::: EXERCISE INPUT

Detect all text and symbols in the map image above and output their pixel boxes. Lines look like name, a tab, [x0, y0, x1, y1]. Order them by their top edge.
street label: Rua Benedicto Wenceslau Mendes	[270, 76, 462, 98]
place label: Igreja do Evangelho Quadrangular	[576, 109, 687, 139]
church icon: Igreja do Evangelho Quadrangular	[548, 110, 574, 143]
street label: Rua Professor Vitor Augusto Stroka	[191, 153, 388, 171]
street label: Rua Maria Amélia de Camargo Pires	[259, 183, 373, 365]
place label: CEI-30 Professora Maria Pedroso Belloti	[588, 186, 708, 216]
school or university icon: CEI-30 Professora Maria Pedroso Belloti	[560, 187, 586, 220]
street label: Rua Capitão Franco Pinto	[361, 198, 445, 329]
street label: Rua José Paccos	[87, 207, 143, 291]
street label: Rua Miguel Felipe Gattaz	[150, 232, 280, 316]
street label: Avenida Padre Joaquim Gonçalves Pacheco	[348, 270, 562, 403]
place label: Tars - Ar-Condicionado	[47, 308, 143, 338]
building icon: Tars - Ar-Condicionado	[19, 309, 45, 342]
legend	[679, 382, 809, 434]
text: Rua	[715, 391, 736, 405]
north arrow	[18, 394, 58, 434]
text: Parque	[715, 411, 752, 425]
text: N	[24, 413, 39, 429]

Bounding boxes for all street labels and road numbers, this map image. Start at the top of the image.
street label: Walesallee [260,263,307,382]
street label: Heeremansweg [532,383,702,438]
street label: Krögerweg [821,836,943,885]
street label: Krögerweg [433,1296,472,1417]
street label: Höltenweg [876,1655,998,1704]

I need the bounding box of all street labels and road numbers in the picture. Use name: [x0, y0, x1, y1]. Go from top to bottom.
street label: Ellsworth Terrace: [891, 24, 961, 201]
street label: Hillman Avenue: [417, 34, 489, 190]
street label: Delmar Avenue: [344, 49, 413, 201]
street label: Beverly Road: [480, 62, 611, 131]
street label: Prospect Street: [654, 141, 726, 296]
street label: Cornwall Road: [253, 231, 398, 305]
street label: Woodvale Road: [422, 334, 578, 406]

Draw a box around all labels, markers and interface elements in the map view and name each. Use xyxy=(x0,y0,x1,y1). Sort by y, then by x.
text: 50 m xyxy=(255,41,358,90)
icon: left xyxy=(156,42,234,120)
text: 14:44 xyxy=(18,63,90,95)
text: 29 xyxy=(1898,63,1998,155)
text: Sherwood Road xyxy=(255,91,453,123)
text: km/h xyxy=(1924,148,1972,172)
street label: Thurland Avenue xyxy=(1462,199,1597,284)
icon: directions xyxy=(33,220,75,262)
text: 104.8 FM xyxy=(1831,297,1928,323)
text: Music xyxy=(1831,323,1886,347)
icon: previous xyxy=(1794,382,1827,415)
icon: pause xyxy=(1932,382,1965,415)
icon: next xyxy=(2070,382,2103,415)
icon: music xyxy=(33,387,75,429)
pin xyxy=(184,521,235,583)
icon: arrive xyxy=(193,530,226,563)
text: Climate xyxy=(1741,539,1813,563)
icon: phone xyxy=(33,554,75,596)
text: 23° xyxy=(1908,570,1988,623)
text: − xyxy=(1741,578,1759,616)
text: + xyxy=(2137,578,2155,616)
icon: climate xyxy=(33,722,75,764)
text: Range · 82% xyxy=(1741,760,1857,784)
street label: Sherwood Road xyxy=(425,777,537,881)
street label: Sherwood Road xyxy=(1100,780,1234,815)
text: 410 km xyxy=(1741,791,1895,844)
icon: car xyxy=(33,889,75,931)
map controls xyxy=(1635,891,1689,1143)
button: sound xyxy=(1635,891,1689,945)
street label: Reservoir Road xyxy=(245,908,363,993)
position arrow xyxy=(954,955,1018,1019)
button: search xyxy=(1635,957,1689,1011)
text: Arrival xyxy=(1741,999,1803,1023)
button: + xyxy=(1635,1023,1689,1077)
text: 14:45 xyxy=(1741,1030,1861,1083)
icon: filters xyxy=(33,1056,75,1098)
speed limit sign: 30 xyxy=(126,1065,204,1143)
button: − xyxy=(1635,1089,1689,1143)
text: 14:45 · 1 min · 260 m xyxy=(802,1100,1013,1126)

::::::

* WHAT THIS TASK INVOLVES *
Output the records in full. Keep every character as it is.

* SOLUTION *
Detect all text and symbols in the map image above and output their pixel boxes. Lines look like name, a tab, [x0, y0, x1, y1]. Order them by their top edge.
street label: Rua Benedicto Wenceslau Mendes	[270, 76, 462, 98]
place label: Igreja do Evangelho Quadrangular	[576, 109, 687, 139]
church icon: Igreja do Evangelho Quadrangular	[548, 110, 574, 143]
street label: Rua Professor Vitor Augusto Stroka	[191, 153, 388, 171]
street label: Rua Maria Amélia de Camargo Pires	[259, 183, 373, 365]
place label: CEI-30 Professora Maria Pedroso Belloti	[588, 186, 708, 216]
school or university icon: CEI-30 Professora Maria Pedroso Belloti	[560, 187, 586, 220]
street label: Rua Capitão Franco Pinto	[361, 198, 445, 329]
street label: Rua José Paccos	[87, 207, 143, 291]
street label: Rua Miguel Felipe Gattaz	[150, 232, 280, 316]
street label: Avenida Padre Joaquim Gonçalves Pacheco	[348, 270, 562, 403]
place label: Tars - Ar-Condicionado	[47, 308, 143, 338]
building icon: Tars - Ar-Condicionado	[19, 309, 45, 342]
legend	[679, 382, 809, 434]
text: Rua	[715, 391, 736, 405]
north arrow	[18, 394, 58, 434]
text: Parque	[715, 411, 752, 425]
text: N	[24, 413, 39, 429]

Bounding boxes for all street labels and road numbers, this map image. Start at the top of the image.
street label: Walesallee [260,263,307,382]
street label: Heeremansweg [532,383,702,438]
street label: Krögerweg [821,836,943,885]
street label: Krögerweg [433,1296,472,1417]
street label: Höltenweg [876,1655,998,1704]

I need the bounding box of all street labels and road numbers in the picture. Use name: [x0, y0, x1, y1]. Go from top to bottom.
street label: Ellsworth Terrace: [891, 24, 961, 201]
street label: Hillman Avenue: [417, 34, 489, 190]
street label: Delmar Avenue: [344, 49, 413, 201]
street label: Beverly Road: [480, 62, 611, 131]
street label: Prospect Street: [654, 141, 726, 296]
street label: Cornwall Road: [253, 231, 398, 305]
street label: Woodvale Road: [422, 334, 578, 406]

Draw a box around all labels, markers and interface elements in the map view and name each. Use xyxy=(x0,y0,x1,y1). Sort by y, then by x.
text: 50 m xyxy=(255,41,358,90)
icon: left xyxy=(156,42,234,120)
text: 14:44 xyxy=(18,63,90,95)
text: 29 xyxy=(1898,63,1998,155)
text: Sherwood Road xyxy=(255,91,453,123)
text: km/h xyxy=(1924,148,1972,172)
street label: Thurland Avenue xyxy=(1462,199,1597,284)
icon: directions xyxy=(33,220,75,262)
text: 104.8 FM xyxy=(1831,297,1928,323)
text: Music xyxy=(1831,323,1886,347)
icon: previous xyxy=(1794,382,1827,415)
icon: pause xyxy=(1932,382,1965,415)
icon: next xyxy=(2070,382,2103,415)
icon: music xyxy=(33,387,75,429)
pin xyxy=(184,521,235,583)
icon: arrive xyxy=(193,530,226,563)
text: Climate xyxy=(1741,539,1813,563)
icon: phone xyxy=(33,554,75,596)
text: 23° xyxy=(1908,570,1988,623)
text: − xyxy=(1741,578,1759,616)
text: + xyxy=(2137,578,2155,616)
icon: climate xyxy=(33,722,75,764)
text: Range · 82% xyxy=(1741,760,1857,784)
street label: Sherwood Road xyxy=(425,777,537,881)
street label: Sherwood Road xyxy=(1100,780,1234,815)
text: 410 km xyxy=(1741,791,1895,844)
icon: car xyxy=(33,889,75,931)
map controls xyxy=(1635,891,1689,1143)
button: sound xyxy=(1635,891,1689,945)
street label: Reservoir Road xyxy=(245,908,363,993)
position arrow xyxy=(954,955,1018,1019)
button: search xyxy=(1635,957,1689,1011)
text: Arrival xyxy=(1741,999,1803,1023)
button: + xyxy=(1635,1023,1689,1077)
text: 14:45 xyxy=(1741,1030,1861,1083)
icon: filters xyxy=(33,1056,75,1098)
speed limit sign: 30 xyxy=(126,1065,204,1143)
button: − xyxy=(1635,1089,1689,1143)
text: 14:45 · 1 min · 260 m xyxy=(802,1100,1013,1126)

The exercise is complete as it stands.